New mouse model of ALS more closely mimics human disease
Amyotrophic lateral sclerosis (ALS), also known as Lou Gehrig's disease, is a progressive, fatal neurological disease that attacks the nerve cells controlling voluntary muscles. No effective treatments have been found.
For decades, scientists have used animal models to understand what causes ALS and to test therapies to treat it. Most ALS researchers use a genetically modified mouse model that mimics the clinical deterioration seen in human ALS. But this model has a serious limitation: the mice don't display the clumping of a protein called TDP-43 at an abnormal site in the cell that is seen in nearly all ALS patients. Scientists have therefore worried that they are missing crucial details by using this model.
Now, for the first time, researchers at the University of Maryland School of Medicine (UM SOM) have developed two mouse models that exhibit this protein clumping, also called TDP-43 pathology. Both mouse models also display many of the clinical and pathological features seen in ALS patients. The researchers say the new discovery will open new ways to research the disease, which affects 12,000 Americans each year.
"These new models give us a better chance to understand the disease more precisely, and ultimately to develop new therapies that can help people with ALS," said Mervyn Monteiro, PhD, a Professor of Anatomy and Neurobiology in the Center for Biomedical Engineering and Technology at UM SOM. Dr. Monteiro and his colleagues developed the models. The paper announcing the discovery is published in the latest issue of the journal Proceedings of the National Academy of Sciences.
Dr. Monteiro made the new models by introducing a human gene called ubiquilin 2 into the DNA of the mice. The normal ubiquilin 2 gene makes a protein that helps remove damaged proteins from cells; in ALS, a mutant version of the gene makes proteins that can't carry out this function. A failure to remove damaged proteins can kill cells and cause disease. There is growing evidence that defects in the removal of damage proteins cause neurodegenerative diseases, including ALS.
Dr. Monteiro and his colleagues have been working on the new ALS mouse models for three years.
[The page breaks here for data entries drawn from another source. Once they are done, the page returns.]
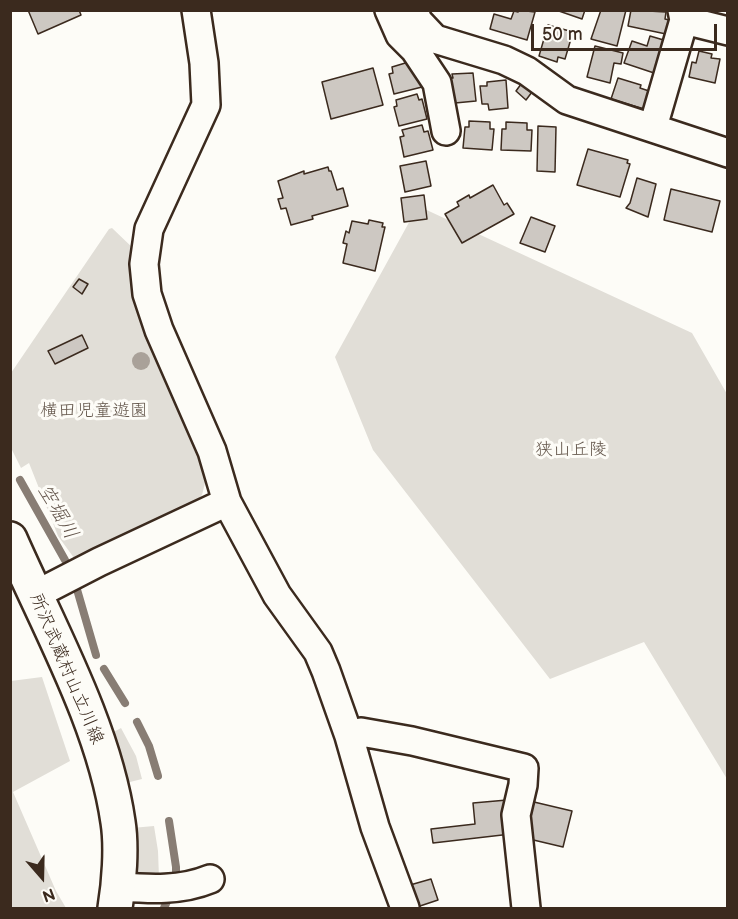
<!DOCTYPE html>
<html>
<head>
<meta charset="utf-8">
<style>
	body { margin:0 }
	#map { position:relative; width:738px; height:919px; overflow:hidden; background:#fdfcf7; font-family:"Balsamiq Sans",sans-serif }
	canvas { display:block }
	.frame { position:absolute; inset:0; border:12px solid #3b2a1e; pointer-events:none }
	.north { position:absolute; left:12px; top:847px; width:60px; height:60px; -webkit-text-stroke:4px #fdfcf7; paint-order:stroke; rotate:160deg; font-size:16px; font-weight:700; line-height:24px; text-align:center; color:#3b2a1e }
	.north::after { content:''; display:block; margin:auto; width:21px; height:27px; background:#3b2a1e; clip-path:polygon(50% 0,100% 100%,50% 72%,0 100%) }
	.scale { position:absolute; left:531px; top:24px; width:186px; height:27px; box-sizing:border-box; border:3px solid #3b2a1e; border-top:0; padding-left:8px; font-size:18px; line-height:21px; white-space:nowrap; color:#3b2a1e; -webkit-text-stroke:4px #fdfcf7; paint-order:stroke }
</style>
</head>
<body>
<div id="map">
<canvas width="738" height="919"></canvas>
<div class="frame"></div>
<div class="north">N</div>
<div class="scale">50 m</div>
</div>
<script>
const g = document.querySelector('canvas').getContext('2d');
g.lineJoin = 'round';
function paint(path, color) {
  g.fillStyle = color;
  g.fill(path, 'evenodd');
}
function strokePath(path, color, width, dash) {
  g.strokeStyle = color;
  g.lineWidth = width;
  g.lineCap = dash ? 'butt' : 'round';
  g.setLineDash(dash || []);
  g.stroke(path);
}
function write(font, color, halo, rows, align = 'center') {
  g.font = font + ' "Balsamiq Sans","Klee One",sans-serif';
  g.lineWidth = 6;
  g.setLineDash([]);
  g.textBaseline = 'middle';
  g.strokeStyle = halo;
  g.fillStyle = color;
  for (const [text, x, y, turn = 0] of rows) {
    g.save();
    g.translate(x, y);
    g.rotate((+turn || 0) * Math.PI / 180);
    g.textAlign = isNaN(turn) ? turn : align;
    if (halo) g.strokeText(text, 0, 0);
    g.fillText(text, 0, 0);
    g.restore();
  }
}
const green = new Path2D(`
	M418,206l274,127 35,61v385l-83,-137 -94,37 -177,-229 -38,-93z
	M112,228l23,22 -4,21 6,20 70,184 -5,20 -14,15 -111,52 -19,-26 -29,-73 -8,5 -10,-20v-75l98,-144z
	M42,677l28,84 -57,31 43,99 10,17h-55v-227z
	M121,728l15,28 6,23 -16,4 -14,-50z
	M154,826l4,25 1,27h-25l-2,-50z`);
const stream = new Path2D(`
	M20,480l45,80
	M76,586l20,69
	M104,669l21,34
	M137,722l12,24 9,30
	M169,821l7,46v12
	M164,908l5,-11`);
const building = new Path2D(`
	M28,10h51l2,5 -43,19z
	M518,10l17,2 -8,28 -37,-11 4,-15 17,5 3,-8 4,1z
	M556,10h29l-3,9z
	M601,10h25l-9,36 -26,-7z
	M631,10l35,2 -1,7 4,1 -3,14 -38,-8z
	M548,25l25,7 -8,27 -7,-2 -1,5 -18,-6z
	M650,36l17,5 -10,33 -33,-11 8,-22 15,5z
	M595,46l28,7 -2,11 -7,-1 -4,20 -23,-6z
	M699,51l13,3 -1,4 9,1 -5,24 -26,-6 3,-15 4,1z
	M412,61l5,6 5,20 -28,7 -5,-20 4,-1 -1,-6z
	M373,68l10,37 -52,14 -9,-37z
	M473,73l3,28 -21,2 -1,-7h-5l-2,-17 6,-1 -1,-4z
	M618,78l23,7 -1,3 12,4 -4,13 -3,-1 -1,5 -33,-10z
	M506,80l2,28 -19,2 -1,-6h-6l-2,-18h7v-4z
	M524,80l11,8 -9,12 -10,-9z
	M417,94l2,6 3,-1 5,20 -28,7 -5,-19 3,-1 -1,-6z
	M469,121l21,1v7h4l-2,21 -29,-2 2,-21h4z
	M506,122l21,1v7h5l-1,21 -30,-1 1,-21h4z
	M422,125l2,7 4,-1 5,19 -29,7 -4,-20 4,-1 -2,-6z
	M538,126l18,1 -1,45 -18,-1z
	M588,149l40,11 -1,3 3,1 -10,33 -43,-12z
	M426,161l5,25 -26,6 -5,-26z
	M328,167l1,4h2l6,19 6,-2 5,18 -36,10 1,3 -22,6 -5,-17 -5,1 -3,-10 5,-1 -5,-17 26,-10v3z
	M637,178l19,6 -8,33 -22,-9 4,-5z
	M493,185l11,20 3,-2 7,11 -52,29 -17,-29 14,-8 -2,-4 12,-7 1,3z
	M671,189l49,12 -8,31 -48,-12z
	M424,195l3,24 -23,3 -3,-24z
	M531,217l24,9 -10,26 -25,-9z
	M369,220l14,3 -1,4h3l-10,44 -32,-8 4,-19 -4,-1 3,-12 3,2 3,-12 16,3z
	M79,279l9,5 -6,10 -9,-7z
	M82,335l6,13 -33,16 -7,-13z
	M507,800l4,34 -78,9 -2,-14 44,-5 -2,-21z
	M534,802l38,9 -9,36 -38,-9z
	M431,879l7,21 -21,7 -7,-22z`);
const minor = new Path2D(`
	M196,10l8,53 2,42 -57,124 -5,35 3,30 12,36 53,121 15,51 50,93 41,57 8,19 23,65 26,91 30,81
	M389,10l11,25 15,15 22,33 9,48
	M414,10l4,11 17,18 69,21 23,11 40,29 161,53
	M684,20l44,11
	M653,127l31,-107 -2,-10
	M35,595l64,-33 128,-60
	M349,736l12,-4 51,9 112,27 -1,17 -7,30 10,93
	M119,887c31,2 62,4 91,-8`);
const major = new Path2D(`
	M10,539c39,89 94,186 108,283 4,25 1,62 -3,86`);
const trees = [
	[141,361]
];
const parkNames = [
	["横田児童遊園",94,411],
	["狭山丘陵",571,450]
];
const streetNames = [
	["所沢武蔵村山立川線",66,669,67]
];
const waterNames = [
	["空堀川",57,512,60]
];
paint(green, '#e1ded7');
strokePath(stream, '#887d74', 8);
paint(building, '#cdc8c2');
strokePath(building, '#3b2a1e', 1.5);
strokePath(minor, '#3b2a1e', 32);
strokePath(major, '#3b2a1e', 38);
strokePath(minor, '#fdfcf7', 27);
strokePath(major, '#fdfcf7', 33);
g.fillStyle = '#a9a199';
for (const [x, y] of trees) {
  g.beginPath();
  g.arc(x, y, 9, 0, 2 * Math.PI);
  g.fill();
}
write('18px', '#64574c', '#fdfcf7', parkNames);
write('18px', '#3b2a1e', '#fdfcf7', streetNames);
write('italic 20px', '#615349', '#fdfcf7', waterNames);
</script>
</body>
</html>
To ensure that the ALS symptoms in the mutant mice were due to the ubiquilin 2 mutations, the researchers also made mice carrying the normal human ubiquilin 2 gene. They found that the mice carrying mutant ubiquilin 2 genes developed ALS symptoms and TDP-43 pathology; by contrast, the mice carrying the normal version of the gene did not. The mutant mice showed classic features of ALS, including progressive muscle weakness and loss of nerve cells that control muscles. These mice also had shorter lifespans than the normal mice.
The precise cause of the protein clumping in ALS remains a mystery. However, because it occurs in virtually all ALS cases, scientists believe it play an important role in the disease. Dr. Monteiro says the new animal models can be used to learn more about how defects in protein disposal contribute to ALS. Ultimately, he says, this new knowledge may help make it possible to improve the removal of the damaged proteins, stopping or slowing the overall process of disease.
Dr. Monteiro's work on the development of the mouse models was funded by the Robert Packard Center for ALS Research at Johns Hopkins. His work is also supported by grants from the ALS Association, a non-profit organization that supports research into the disease, and NIH.